El Mundial y el inicio de las ligas europeas complican el diseño de la pretemporada del Espanyol

30 de junio de 2026

El nivel de la pretemporada perica ha generado cierto debate entre el espanyolismo, donde algunas voces consideran que se trata de unos encuentros preparatorios poco exigentes. Sin embargo, la explicación para el diseño de esta pretemporada hay que buscarla mucho más en la singularidad del calendario internacional de este año que en la capacidad del club para cerrar partidos de preparación.

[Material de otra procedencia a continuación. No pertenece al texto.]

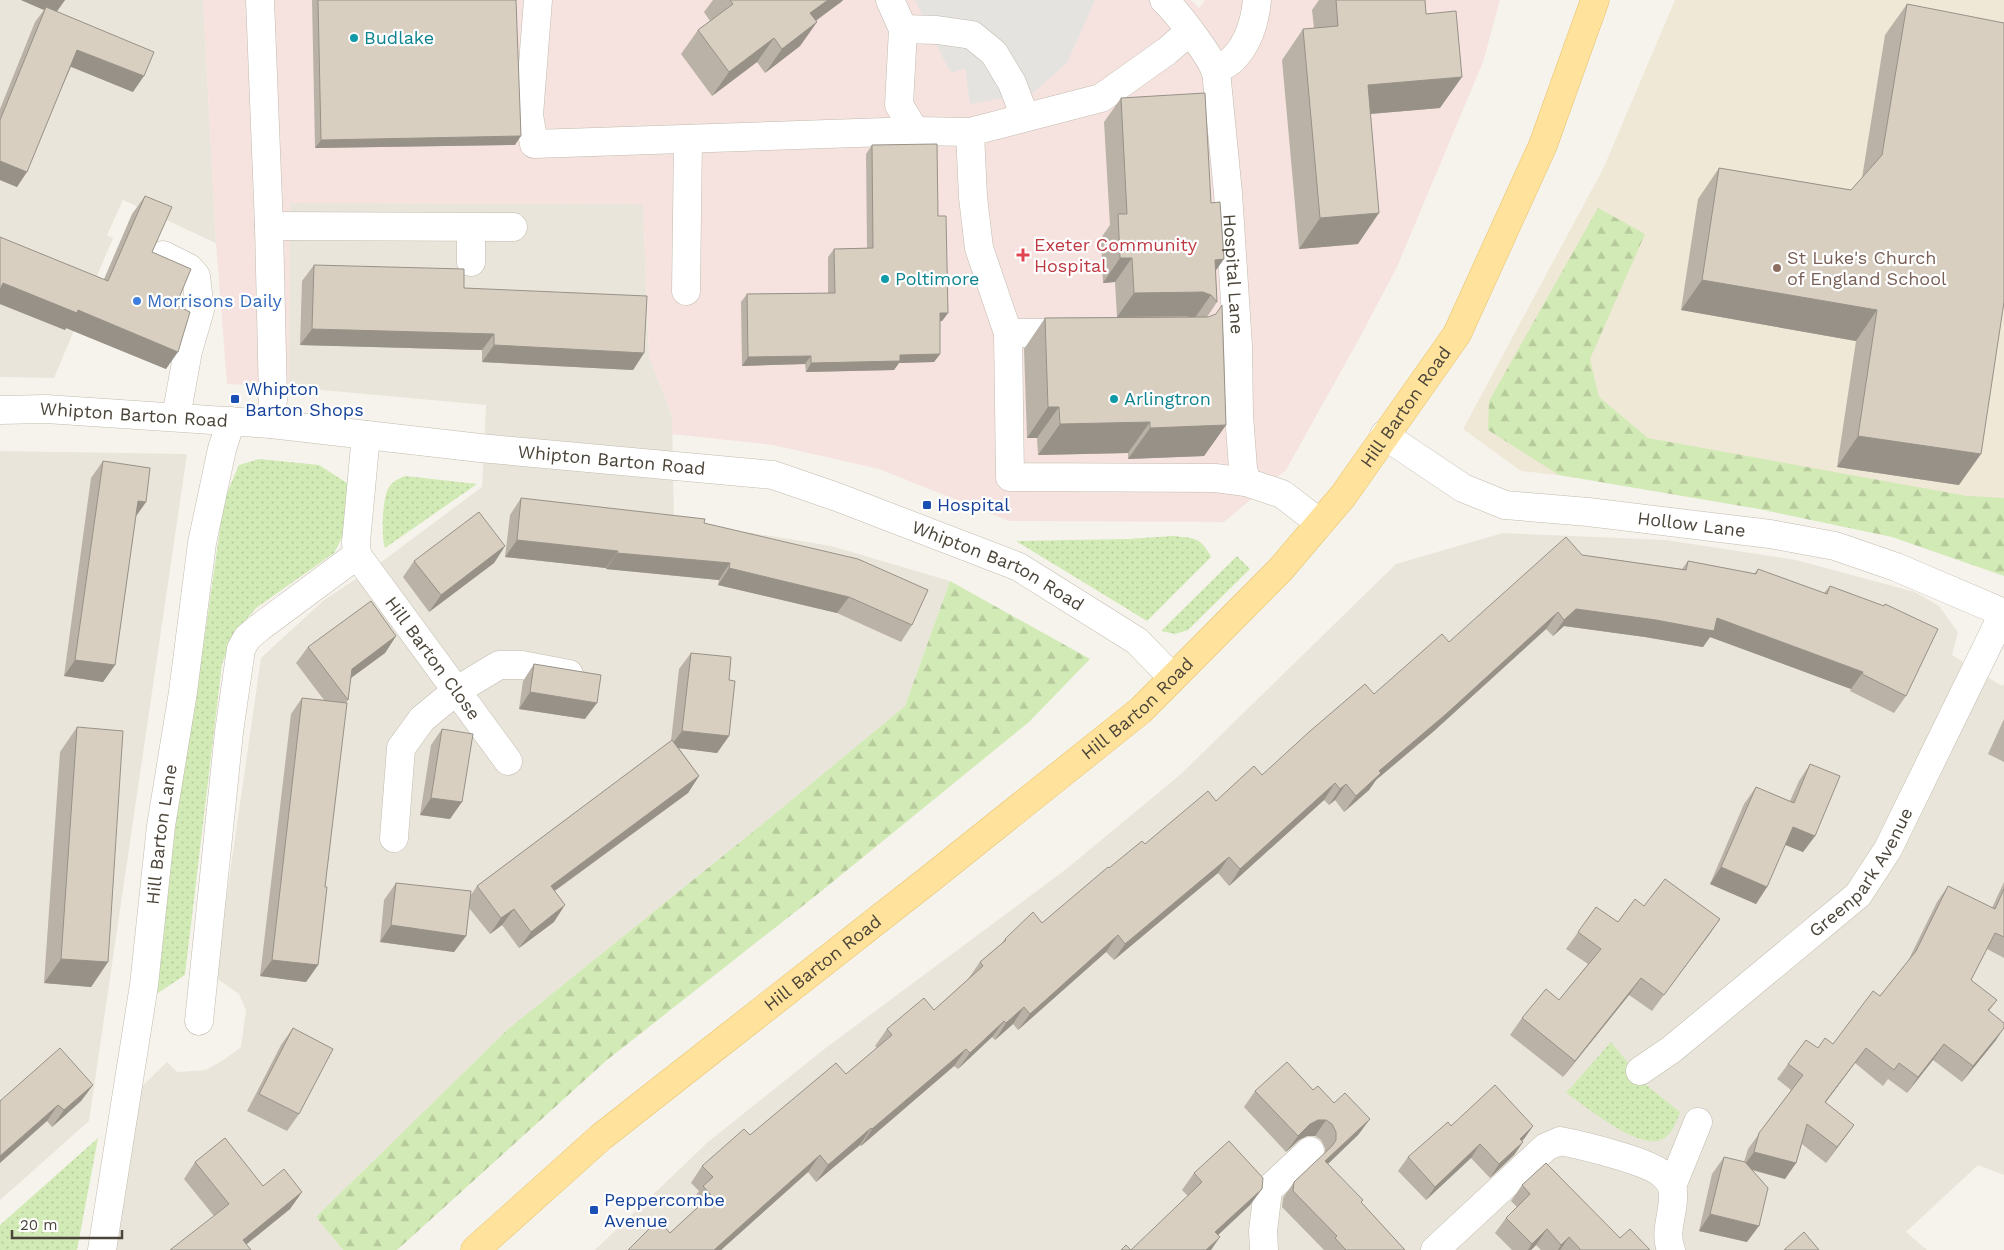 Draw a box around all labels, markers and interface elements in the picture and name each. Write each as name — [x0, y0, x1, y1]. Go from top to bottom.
place label: Budlake — [364, 27, 434, 48]
marker: Budlake — [348, 32, 360, 44]
street label: Hospital Lane — [1219, 213, 1248, 335]
place label: Exeter Community Hospital — [1034, 234, 1198, 276]
place label: St Luke's Church of England School — [1787, 247, 1947, 289]
marker: Exeter Community Hospital — [1016, 248, 1030, 262]
marker: St Luke's Church of England School — [1771, 262, 1783, 274]
place label: Poltimore — [895, 268, 980, 289]
marker: Poltimore — [879, 273, 891, 285]
place label: Morrisons Daily — [147, 290, 283, 311]
marker: Morrisons Daily — [131, 295, 143, 307]
street label: Hill Barton Road — [1356, 342, 1455, 471]
place label: Whipton Barton Shops — [245, 378, 364, 420]
place label: Arlingtron — [1124, 388, 1211, 409]
marker: Whipton Barton Shops — [229, 393, 241, 405]
marker: Arlingtron — [1108, 393, 1120, 405]
street label: Whipton Barton Road — [39, 398, 229, 431]
street label: Whipton Barton Road — [517, 441, 706, 479]
place label: Hospital — [937, 494, 1010, 515]
marker: Hospital — [921, 499, 933, 511]
street label: Hollow Lane — [1636, 507, 1747, 541]
street label: Whipton Barton Road — [909, 516, 1088, 615]
street label: Hill Barton Close — [381, 592, 485, 724]
street label: Hill Barton Road — [1077, 653, 1197, 764]
street label: Hill Barton Lane — [142, 763, 181, 906]
street label: Greenpark Avenue — [1805, 804, 1917, 941]
street label: Hill Barton Road — [760, 910, 885, 1015]
place label: Peppercombe Avenue — [604, 1189, 725, 1231]
marker: Peppercombe Avenue — [588, 1204, 600, 1216]
scale bar — [12, 1208, 122, 1240]
text: 20 m — [20, 1216, 58, 1234]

La temporada 2026-27 es completamente atípica debido al Mundial disputado en Estados Unidos, México y Canadá. El reajuste del calendario ha provocado que LaLiga sea una de las grandes competiciones europeas que antes comenzará, mientras que ligas como la Premier League, la Serie A, la Ligue 1 o la Bundesliga iniciarán la competición oficial entre una y dos semanas más tarde, cosa que no es nada habitual puesto que la Premier, tradicionalmente, empieza antes que LaLiga. Esa diferencia de fechas ha condicionado enormemente la confección de la pretemporada. Mientras el Espanyol necesita llegar prácticamente listo para competir desde mediados de agosto, buena parte de los grandes clubes europeos todavía estarán inmersos en plena fase de carga física o realizando giras comerciales por Estados Unidos y Asia cuando los blanquiazules busquen disputar sus últimos amistosos.

Por ese motivo, la dirección deportiva ha tenido que adaptarse a un mercado de amistosos especialmente complejo. El stage de Torremirona, los encuentros frente al Olot, Pau FC y Sabadell, y especialmente la gira inglesa con Burnley y Middlesbrough responden a una planificación marcada por un calendario excepcional.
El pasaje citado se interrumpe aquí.